» Study material:

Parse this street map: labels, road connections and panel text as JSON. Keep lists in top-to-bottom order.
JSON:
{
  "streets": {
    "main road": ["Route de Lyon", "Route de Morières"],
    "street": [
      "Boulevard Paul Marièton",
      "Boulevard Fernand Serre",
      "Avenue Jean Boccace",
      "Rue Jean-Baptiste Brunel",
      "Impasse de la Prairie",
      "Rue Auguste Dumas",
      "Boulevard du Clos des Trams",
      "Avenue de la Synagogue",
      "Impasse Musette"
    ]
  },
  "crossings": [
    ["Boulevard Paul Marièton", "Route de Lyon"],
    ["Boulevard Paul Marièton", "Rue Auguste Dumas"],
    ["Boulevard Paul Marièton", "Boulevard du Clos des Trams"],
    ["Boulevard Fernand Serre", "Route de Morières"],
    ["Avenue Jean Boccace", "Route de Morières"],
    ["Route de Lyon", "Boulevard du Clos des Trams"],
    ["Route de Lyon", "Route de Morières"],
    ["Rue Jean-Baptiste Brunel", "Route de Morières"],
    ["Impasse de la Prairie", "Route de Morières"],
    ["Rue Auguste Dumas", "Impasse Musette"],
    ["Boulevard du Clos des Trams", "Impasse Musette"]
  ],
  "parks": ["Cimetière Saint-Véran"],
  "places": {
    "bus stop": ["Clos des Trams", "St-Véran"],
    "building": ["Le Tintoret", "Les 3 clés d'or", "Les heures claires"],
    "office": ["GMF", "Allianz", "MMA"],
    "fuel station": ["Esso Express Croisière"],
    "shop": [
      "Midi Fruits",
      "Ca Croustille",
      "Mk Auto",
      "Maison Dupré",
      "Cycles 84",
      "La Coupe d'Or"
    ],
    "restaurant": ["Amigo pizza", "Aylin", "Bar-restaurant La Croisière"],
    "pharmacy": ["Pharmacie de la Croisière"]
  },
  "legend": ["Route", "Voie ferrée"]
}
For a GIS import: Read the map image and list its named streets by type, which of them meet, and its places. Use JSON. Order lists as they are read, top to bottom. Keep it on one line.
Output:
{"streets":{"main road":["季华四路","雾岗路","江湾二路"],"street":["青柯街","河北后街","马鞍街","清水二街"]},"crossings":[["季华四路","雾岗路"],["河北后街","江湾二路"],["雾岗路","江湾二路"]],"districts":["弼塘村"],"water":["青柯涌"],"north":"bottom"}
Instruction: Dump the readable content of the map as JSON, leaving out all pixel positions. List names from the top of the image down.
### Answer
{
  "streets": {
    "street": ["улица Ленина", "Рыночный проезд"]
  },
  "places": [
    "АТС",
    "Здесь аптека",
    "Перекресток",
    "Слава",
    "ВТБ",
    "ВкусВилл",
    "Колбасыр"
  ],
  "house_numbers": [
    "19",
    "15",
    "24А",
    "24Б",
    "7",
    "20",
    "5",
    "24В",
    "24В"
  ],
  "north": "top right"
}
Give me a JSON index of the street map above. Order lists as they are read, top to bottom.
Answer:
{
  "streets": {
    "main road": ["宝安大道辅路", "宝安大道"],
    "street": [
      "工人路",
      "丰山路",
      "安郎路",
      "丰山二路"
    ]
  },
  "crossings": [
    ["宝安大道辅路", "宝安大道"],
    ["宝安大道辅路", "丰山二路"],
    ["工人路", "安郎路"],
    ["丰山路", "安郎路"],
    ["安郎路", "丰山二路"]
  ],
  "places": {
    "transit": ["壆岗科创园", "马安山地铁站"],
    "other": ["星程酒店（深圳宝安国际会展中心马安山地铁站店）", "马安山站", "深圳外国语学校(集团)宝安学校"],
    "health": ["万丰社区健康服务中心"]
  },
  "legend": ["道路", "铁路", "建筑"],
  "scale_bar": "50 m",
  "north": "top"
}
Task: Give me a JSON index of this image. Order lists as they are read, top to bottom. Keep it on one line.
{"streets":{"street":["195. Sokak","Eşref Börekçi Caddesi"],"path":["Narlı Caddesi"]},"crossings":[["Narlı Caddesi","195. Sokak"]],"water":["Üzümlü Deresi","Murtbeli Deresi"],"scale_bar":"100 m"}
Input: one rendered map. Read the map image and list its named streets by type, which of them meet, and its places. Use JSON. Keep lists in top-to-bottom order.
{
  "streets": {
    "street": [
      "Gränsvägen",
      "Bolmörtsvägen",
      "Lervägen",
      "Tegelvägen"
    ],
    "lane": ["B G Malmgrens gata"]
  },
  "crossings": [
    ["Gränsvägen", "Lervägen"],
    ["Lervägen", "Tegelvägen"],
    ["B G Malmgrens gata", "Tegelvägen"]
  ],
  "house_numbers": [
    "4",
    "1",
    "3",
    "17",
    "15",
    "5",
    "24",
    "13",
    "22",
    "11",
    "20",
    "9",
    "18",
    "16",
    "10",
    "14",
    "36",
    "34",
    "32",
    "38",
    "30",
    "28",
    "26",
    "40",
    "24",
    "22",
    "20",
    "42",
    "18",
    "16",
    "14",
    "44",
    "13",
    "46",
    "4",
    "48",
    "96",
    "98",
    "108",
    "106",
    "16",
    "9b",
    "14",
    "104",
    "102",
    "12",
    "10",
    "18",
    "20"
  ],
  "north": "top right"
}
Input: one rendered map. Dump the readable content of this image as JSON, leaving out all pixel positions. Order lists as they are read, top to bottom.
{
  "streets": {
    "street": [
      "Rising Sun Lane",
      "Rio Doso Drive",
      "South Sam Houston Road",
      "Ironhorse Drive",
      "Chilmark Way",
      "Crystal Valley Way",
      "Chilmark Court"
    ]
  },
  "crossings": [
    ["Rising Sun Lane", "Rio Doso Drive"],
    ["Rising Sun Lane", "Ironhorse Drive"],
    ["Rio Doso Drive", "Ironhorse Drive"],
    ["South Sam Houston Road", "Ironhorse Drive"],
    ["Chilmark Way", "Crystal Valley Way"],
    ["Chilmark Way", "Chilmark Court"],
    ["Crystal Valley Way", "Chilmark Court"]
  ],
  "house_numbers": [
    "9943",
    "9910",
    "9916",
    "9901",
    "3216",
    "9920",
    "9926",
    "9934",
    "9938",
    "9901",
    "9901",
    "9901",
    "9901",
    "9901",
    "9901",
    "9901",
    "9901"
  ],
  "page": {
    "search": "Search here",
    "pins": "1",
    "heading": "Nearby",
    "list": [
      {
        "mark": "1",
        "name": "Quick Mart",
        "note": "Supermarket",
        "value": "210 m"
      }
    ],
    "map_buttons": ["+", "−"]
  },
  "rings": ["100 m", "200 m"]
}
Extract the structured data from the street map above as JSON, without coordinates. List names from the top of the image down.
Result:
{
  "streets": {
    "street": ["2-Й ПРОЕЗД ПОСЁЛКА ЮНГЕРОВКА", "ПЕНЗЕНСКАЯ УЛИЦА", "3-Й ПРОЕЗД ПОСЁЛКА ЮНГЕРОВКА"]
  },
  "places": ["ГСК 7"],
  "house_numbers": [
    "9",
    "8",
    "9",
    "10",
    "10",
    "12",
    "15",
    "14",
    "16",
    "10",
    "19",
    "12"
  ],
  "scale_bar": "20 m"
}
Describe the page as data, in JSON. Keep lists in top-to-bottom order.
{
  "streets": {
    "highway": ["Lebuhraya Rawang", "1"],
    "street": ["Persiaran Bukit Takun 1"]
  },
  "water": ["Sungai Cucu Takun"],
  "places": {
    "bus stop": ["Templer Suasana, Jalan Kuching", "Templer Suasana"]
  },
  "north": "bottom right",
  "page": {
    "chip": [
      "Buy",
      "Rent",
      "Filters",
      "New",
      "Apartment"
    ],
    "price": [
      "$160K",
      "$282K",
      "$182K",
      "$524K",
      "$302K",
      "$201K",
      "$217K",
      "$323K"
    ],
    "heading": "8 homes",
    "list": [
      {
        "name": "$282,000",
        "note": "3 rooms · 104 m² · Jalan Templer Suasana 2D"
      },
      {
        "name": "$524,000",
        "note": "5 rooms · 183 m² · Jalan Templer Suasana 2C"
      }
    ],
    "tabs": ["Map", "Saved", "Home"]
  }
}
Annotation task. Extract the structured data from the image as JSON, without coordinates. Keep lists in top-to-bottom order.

» Instructions for the task: Proceeding from the line containing "Input: one rendered map. Dump" through the line containing "Extract the structured data from the street", transcribe the lines above exactly, both end lines included.

» Reply to the exercise:
Input: one rendered map. Dump the readable content of this image as JSON, leaving out all pixel positions. Order lists as they are read, top to bottom.
{
  "streets": {
    "street": [
      "Rising Sun Lane",
      "Rio Doso Drive",
      "South Sam Houston Road",
      "Ironhorse Drive",
      "Chilmark Way",
      "Crystal Valley Way",
      "Chilmark Court"
    ]
  },
  "crossings": [
    ["Rising Sun Lane", "Rio Doso Drive"],
    ["Rising Sun Lane", "Ironhorse Drive"],
    ["Rio Doso Drive", "Ironhorse Drive"],
    ["South Sam Houston Road", "Ironhorse Drive"],
    ["Chilmark Way", "Crystal Valley Way"],
    ["Chilmark Way", "Chilmark Court"],
    ["Crystal Valley Way", "Chilmark Court"]
  ],
  "house_numbers": [
    "9943",
    "9910",
    "9916",
    "9901",
    "3216",
    "9920",
    "9926",
    "9934",
    "9938",
    "9901",
    "9901",
    "9901",
    "9901",
    "9901",
    "9901",
    "9901",
    "9901"
  ],
  "page": {
    "search": "Search here",
    "pins": "1",
    "heading": "Nearby",
    "list": [
      {
        "mark": "1",
        "name": "Quick Mart",
        "note": "Supermarket",
        "value": "210 m"
      }
    ],
    "map_buttons": ["+", "−"]
  },
  "rings": ["100 m", "200 m"]
}
Extract the structured data from the street map above as JSON, without coordinates. List names from the top of the image down.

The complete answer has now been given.